> Task data
- - -
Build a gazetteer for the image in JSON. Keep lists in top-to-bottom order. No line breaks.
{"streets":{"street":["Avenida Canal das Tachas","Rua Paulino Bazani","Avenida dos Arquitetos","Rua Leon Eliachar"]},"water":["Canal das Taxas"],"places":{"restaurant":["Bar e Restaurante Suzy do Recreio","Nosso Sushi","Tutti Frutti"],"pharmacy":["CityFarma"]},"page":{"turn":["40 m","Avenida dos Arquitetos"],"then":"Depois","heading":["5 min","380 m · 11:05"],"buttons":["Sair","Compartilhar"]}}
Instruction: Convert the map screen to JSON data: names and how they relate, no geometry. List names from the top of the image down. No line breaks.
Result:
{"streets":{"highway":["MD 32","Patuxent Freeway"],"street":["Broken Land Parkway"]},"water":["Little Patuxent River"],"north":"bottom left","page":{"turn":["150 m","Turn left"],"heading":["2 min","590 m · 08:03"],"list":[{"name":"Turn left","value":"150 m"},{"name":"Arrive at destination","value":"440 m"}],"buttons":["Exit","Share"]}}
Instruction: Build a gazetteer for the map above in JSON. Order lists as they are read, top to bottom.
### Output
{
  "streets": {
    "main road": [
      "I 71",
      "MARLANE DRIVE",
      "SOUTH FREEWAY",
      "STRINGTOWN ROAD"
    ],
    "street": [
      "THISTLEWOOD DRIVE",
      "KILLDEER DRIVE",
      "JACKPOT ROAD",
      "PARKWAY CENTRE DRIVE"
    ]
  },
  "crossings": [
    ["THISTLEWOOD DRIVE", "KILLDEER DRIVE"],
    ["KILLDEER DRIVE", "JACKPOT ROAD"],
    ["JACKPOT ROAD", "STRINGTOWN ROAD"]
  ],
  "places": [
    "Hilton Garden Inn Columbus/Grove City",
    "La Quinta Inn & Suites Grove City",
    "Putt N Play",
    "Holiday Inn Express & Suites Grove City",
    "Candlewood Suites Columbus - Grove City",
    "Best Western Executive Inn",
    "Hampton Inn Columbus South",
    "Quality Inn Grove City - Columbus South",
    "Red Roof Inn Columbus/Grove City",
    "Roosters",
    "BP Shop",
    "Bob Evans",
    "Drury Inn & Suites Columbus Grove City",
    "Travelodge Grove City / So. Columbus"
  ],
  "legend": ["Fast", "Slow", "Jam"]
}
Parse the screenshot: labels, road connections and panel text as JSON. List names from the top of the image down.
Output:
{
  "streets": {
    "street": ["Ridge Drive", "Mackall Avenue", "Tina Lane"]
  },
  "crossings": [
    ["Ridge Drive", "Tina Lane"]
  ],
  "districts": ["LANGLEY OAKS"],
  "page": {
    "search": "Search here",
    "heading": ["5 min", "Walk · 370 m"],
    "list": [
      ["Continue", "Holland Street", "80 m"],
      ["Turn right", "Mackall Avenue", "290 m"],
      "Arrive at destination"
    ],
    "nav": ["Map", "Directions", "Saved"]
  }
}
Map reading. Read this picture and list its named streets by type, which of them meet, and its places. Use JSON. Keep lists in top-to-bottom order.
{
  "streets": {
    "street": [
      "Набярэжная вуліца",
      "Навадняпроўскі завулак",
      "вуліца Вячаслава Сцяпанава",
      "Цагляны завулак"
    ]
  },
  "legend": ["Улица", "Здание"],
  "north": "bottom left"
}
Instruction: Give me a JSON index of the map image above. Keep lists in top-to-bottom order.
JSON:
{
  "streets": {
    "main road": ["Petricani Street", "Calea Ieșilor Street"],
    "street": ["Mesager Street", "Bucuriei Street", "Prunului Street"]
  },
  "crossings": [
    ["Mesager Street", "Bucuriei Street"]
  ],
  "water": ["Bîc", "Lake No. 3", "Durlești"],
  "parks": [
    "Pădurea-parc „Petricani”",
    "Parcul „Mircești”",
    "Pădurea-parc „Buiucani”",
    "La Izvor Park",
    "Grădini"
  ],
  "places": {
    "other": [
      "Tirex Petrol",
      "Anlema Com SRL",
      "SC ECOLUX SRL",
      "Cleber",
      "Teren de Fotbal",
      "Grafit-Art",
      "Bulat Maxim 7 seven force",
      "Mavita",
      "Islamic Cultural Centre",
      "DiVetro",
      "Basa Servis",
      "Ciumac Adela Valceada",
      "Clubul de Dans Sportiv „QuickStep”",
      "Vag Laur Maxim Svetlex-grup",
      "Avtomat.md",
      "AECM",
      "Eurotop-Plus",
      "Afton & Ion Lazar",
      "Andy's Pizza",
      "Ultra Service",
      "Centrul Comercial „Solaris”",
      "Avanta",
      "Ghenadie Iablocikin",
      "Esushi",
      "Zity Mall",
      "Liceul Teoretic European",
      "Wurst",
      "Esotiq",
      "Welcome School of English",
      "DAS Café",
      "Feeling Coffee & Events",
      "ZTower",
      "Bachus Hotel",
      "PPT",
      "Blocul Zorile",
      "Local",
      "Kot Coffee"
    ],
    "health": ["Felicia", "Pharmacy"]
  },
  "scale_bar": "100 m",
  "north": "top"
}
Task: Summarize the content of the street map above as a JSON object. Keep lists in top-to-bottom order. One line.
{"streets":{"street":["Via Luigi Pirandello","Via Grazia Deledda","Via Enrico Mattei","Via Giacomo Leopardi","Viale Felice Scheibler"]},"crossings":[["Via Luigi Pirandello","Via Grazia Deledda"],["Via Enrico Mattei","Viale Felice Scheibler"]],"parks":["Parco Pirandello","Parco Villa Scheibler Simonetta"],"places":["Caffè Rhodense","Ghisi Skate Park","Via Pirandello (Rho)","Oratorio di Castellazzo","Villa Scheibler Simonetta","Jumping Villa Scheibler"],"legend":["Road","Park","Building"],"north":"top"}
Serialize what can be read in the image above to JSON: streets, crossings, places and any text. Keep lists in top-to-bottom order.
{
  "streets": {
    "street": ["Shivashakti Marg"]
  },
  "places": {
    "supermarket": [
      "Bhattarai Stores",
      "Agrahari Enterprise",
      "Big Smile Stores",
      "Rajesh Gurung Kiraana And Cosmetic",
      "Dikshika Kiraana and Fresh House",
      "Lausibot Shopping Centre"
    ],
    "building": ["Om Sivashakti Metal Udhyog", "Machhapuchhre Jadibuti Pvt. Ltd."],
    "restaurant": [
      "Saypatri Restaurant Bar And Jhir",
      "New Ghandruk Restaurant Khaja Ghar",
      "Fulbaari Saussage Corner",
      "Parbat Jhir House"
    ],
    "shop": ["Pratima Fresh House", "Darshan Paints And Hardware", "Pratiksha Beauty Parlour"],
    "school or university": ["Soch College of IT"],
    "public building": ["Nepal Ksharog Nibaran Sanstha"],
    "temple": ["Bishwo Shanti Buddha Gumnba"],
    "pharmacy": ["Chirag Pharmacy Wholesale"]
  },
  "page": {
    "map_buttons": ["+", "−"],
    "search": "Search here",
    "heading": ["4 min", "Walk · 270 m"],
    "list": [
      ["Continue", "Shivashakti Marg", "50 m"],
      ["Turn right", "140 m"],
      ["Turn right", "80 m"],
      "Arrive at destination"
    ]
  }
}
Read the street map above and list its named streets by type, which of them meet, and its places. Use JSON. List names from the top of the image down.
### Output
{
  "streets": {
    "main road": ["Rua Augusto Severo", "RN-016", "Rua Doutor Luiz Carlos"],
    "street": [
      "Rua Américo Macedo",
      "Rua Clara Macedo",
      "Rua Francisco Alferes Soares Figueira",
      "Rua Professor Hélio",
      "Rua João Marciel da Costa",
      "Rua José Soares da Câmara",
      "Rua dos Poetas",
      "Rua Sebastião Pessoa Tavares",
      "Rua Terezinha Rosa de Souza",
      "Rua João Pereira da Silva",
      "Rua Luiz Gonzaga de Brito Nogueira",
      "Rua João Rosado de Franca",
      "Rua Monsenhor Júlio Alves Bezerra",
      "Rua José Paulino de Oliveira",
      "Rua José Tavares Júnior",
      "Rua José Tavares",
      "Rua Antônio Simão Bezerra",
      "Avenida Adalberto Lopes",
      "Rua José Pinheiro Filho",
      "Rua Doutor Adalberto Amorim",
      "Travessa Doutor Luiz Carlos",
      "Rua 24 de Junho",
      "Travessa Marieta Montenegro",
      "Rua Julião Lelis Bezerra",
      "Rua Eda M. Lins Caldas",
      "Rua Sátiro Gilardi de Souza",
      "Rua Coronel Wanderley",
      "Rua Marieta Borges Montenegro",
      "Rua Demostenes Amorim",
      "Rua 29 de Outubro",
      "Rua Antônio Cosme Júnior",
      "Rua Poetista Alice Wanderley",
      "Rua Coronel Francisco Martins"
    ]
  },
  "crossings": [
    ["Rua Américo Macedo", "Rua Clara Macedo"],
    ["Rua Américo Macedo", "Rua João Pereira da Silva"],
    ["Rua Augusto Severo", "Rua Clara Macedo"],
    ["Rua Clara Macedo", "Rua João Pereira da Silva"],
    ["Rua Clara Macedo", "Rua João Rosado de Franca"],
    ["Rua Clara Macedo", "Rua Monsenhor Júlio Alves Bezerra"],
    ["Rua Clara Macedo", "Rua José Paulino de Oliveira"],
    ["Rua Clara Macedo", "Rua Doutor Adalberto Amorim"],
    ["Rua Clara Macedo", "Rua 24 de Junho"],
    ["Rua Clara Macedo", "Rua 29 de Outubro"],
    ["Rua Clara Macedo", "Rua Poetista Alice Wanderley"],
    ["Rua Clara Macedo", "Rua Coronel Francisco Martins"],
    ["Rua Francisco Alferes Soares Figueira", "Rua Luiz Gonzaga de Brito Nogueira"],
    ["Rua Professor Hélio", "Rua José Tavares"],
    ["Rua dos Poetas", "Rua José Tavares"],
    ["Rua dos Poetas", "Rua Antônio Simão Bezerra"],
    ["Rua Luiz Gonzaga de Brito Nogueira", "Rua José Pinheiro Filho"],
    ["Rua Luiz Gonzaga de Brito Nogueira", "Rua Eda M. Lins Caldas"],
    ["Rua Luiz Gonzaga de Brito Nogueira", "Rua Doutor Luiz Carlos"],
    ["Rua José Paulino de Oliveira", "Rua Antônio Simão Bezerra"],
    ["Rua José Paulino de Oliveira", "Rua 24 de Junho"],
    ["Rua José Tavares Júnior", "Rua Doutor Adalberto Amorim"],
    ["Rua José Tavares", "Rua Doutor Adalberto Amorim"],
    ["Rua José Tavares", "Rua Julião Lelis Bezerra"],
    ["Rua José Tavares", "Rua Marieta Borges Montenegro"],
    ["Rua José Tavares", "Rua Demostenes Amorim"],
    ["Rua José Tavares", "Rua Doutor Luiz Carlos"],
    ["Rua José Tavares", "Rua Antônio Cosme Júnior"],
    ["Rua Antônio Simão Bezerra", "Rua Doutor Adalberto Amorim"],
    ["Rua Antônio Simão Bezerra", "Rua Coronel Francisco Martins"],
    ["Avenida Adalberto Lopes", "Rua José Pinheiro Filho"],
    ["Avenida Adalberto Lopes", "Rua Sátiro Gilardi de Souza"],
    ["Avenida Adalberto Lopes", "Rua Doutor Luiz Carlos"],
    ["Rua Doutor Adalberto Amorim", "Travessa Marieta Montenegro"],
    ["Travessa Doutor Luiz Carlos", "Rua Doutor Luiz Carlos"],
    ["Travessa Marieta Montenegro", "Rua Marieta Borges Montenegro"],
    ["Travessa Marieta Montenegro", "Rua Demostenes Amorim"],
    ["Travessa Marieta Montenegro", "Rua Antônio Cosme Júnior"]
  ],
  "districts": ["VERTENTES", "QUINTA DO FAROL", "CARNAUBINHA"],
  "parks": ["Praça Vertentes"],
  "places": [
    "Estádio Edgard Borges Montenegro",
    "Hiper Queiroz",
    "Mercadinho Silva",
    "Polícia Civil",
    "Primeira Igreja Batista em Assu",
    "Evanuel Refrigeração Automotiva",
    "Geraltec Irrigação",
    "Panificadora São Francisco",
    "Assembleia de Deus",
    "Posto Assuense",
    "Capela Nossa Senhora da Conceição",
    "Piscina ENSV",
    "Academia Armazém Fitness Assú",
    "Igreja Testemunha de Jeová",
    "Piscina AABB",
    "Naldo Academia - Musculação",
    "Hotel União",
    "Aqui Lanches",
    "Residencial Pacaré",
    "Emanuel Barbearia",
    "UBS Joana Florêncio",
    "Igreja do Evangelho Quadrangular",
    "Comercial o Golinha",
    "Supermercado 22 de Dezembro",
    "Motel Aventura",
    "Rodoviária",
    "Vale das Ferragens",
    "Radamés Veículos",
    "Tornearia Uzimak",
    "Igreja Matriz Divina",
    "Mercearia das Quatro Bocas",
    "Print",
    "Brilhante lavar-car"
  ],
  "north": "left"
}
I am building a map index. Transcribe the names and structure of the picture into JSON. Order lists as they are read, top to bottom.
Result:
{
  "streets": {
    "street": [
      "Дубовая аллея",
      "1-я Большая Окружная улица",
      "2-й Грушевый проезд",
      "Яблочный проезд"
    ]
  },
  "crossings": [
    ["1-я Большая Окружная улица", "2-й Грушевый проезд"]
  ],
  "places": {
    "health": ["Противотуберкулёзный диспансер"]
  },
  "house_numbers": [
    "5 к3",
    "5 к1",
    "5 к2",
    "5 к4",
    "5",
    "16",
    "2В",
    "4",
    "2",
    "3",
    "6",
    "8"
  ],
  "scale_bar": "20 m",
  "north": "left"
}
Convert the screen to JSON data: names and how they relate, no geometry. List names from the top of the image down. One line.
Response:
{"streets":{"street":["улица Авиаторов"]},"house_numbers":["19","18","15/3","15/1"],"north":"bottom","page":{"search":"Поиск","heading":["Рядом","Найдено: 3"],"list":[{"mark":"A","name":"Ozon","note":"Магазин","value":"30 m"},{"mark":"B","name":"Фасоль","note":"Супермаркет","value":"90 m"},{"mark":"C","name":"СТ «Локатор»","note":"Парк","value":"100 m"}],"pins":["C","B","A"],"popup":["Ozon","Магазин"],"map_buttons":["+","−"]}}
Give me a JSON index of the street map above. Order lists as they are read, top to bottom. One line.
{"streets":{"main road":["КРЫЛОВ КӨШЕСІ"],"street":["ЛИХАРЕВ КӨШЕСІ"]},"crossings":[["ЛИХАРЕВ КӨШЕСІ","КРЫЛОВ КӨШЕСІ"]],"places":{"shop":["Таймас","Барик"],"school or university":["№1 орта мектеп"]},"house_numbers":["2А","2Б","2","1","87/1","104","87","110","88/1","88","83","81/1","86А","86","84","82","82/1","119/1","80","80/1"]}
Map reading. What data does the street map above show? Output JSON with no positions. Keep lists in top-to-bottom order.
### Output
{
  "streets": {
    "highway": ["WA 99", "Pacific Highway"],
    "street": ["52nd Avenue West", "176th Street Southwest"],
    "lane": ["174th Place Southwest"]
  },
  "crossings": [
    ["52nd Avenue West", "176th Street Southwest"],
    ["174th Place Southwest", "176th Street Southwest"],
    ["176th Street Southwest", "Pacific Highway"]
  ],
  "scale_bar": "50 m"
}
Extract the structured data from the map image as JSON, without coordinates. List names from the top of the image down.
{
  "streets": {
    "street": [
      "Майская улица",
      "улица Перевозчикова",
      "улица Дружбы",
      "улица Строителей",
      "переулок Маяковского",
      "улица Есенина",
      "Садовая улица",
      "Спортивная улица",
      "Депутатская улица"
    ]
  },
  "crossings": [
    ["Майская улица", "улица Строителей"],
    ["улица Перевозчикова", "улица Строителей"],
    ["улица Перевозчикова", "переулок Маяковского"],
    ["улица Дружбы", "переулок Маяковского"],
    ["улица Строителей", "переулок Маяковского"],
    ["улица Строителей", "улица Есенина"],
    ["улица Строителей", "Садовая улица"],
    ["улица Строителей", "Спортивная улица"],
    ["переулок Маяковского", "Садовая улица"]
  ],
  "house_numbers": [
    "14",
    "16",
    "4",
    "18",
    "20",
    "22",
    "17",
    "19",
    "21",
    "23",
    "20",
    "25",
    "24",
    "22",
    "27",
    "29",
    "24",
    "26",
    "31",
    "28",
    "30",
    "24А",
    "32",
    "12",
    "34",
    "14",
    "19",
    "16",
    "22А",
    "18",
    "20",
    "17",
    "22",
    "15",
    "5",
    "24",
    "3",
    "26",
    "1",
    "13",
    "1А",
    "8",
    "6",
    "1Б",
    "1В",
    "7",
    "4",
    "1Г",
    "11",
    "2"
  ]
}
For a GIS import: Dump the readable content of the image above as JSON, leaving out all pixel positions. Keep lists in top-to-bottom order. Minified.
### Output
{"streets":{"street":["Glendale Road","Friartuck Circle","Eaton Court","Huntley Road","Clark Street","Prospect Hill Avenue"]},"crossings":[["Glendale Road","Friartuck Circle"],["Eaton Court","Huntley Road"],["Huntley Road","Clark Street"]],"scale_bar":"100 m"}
- - -
Search term "Oliveira": count the lines of the listing in which it appears, and give the number with nothing further.

4